At times this offseason it's seemed like Arrieta pitching anywhere but the North Side was an essential certainty. But Arrieta and his agent Scott Boras haven't closed any deals with any non-Cubs teams, meaning the best way to fill that Arrieta-sized hole in the rotation might end up being with Arrieta.

"We've never ruled anything out with him," Epstein said before launching into a not exactly ringing endorsement of Arrieta's return. "He's earned that right to be a free agent, so he gets the ability to talk to 30 teams. I'm sure he has a number of suitors. This is a special time for him, so of course he's going to take his time and find just the right contract and just the right place. We wish him well. It's not as if we've closed the door to him at all, but we'll see where the offseason takes us.

"I haven't heard anything from Scott that (Arrieta) wouldn't want to come back if the deal were right. So I feel the door's open on both sides."
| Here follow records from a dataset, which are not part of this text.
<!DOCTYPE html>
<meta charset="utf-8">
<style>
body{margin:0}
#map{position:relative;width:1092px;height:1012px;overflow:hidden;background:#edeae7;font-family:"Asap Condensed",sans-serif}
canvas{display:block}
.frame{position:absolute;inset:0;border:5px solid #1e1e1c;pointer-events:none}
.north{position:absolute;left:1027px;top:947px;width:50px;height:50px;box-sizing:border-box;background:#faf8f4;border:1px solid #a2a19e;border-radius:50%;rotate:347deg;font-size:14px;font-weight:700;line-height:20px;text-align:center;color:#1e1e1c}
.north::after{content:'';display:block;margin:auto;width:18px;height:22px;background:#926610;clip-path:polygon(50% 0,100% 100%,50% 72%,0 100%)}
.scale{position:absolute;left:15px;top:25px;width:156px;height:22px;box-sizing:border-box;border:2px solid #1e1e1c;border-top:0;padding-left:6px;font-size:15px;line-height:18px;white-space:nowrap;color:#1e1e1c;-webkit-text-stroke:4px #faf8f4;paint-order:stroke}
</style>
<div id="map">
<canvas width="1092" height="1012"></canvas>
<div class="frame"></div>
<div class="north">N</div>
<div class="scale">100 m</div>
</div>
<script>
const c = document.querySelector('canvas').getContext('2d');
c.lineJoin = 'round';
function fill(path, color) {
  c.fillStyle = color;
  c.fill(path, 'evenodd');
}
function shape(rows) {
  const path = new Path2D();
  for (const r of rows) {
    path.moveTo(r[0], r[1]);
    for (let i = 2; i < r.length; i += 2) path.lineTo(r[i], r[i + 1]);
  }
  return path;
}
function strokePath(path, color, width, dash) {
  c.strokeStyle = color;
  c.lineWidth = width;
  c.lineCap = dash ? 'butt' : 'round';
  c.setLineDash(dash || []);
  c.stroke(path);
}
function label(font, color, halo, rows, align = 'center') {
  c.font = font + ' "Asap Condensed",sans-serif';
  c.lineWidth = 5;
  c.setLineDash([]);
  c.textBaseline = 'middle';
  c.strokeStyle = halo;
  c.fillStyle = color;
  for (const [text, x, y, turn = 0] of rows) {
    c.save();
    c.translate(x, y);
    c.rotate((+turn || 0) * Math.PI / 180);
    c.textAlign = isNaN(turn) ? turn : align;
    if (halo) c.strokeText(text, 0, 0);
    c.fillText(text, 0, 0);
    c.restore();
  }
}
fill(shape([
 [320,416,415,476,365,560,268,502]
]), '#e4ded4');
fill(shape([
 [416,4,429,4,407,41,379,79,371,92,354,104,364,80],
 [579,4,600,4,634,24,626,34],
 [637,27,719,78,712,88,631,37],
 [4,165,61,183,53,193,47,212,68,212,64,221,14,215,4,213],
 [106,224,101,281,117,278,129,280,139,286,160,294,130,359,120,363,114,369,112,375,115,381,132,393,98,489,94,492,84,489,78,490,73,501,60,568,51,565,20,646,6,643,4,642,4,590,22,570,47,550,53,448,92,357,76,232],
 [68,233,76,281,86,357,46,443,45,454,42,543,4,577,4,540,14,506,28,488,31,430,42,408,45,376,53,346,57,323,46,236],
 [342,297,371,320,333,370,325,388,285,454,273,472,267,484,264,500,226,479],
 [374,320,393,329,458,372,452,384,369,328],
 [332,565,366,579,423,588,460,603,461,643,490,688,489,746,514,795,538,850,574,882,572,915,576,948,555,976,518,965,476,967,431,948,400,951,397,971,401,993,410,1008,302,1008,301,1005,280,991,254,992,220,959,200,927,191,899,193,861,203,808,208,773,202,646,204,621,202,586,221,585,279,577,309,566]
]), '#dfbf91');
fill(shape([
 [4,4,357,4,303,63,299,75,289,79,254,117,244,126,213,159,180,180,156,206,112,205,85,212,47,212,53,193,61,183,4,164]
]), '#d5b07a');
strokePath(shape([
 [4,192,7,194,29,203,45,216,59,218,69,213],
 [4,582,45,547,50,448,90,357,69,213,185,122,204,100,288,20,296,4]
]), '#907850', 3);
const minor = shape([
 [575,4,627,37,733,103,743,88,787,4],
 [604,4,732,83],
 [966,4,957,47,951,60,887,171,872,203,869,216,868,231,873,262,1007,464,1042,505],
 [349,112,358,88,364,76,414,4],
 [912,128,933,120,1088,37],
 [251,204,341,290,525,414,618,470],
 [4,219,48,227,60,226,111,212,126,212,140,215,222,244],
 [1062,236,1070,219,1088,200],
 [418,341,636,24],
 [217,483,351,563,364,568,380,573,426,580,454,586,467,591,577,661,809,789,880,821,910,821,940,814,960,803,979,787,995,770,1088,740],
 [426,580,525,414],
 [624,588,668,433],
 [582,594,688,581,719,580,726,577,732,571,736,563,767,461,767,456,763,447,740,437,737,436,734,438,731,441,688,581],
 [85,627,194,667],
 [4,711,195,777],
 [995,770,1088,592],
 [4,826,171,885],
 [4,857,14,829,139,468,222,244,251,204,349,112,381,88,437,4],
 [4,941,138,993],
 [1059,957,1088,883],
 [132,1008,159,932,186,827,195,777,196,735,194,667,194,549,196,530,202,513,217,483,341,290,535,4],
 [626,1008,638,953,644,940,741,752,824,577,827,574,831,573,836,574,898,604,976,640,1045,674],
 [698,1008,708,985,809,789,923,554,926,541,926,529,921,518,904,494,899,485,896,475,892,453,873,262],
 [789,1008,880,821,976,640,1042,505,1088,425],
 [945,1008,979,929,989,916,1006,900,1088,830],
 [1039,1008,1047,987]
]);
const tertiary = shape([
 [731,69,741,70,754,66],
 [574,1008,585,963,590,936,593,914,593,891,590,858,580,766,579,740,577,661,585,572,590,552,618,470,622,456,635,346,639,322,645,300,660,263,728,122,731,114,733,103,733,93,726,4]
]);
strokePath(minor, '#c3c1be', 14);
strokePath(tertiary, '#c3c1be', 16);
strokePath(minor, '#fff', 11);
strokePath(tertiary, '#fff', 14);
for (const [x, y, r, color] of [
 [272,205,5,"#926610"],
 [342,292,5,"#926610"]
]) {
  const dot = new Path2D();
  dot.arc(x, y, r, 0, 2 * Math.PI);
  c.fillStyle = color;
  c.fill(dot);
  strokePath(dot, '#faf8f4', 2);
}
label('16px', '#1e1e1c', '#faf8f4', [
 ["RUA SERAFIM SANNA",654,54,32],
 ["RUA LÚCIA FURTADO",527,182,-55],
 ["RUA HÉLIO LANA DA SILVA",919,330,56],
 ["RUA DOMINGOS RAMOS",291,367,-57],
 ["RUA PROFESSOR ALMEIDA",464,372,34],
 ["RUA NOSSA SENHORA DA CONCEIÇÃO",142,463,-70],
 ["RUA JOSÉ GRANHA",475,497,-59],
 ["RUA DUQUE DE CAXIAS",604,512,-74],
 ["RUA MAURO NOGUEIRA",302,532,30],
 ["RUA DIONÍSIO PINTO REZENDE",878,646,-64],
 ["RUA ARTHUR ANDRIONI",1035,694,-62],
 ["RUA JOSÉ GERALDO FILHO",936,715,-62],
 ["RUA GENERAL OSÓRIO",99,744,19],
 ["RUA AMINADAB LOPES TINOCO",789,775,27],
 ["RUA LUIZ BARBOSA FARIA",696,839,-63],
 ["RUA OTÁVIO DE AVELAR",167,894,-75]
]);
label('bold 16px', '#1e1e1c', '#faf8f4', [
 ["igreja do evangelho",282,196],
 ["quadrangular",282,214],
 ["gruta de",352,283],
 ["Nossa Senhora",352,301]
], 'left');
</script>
The Cubs could also swing a trade for a top-of-the-line starting pitcher. That obviously would cost more than just money, bringing back the offseason speculation that's thrown the likes of Kyle Schwarber, Ian Happ and Javy Baez out there as potential trade bait. Tampa Bay Rays ace Chris Archer was tied to the Cubs earlier this winter. A juicy new report that the Cubs have talked with the division-rival Pittsburgh Pirates about Gerrit Cole created a Friday-afternoon buzz, even if it's hard to see either team conceding to their high-valued assets going to another National League Central squad.

In the end, an option that has eluded most of the conversation might be the way the Cubs go, and that's adding someone who can pitch at the back of the rotation in an emergency situation. With few internal options behind Montgomery, just having someone in the bullpen that could slide into the rotation if need be would be valuable, even if it wouldn't be as flashy as signing Darvish or trading for Cole. Heck, it's the role Montgomery played in each of the past two seasons.

"We're looking to add another pitcher just to possibly improve the options in the starting rotation and especially the ripple effect that will add depth," Epstein said. "The best way to build a championship team is to mitigate all the risks that sink teams and prevent them from being championship teams. And with us right now, we're very well protected on the position-player side. But there's legitimate risk for injury or underperformance to our pitching staff that we're going to be scrambling midseason. You don't want to be scrambling.

"So we need to continue to add quality and depth and try to mitigate as many of the risks as we can. You never eliminate all the risks, otherwise you'd win it all every year. But eliminating as many of those risks as you can is our job."

The Cubs have at least set themselves up with options as spring training nears. Perhaps the Opening Day rotation is set, though replacing Arrieta and Lackey with Chatwood and Montgomery would likely strike many fans and observers as a sizable downgrade. Until all those free agents find new homes, though, the Cubs will have an opportunity to land a big fish. And while convention time figured to be a good time to introduce the shiniest new toy - or even welcome back Arrieta - this unbelievably slow-moving offseason still has plenty of dominoes left to fall.

So what breaks up first: the offseason logjam or all those hunks of ice on the Chicago River? Be careful if you're waiting to find out. It's cold out there.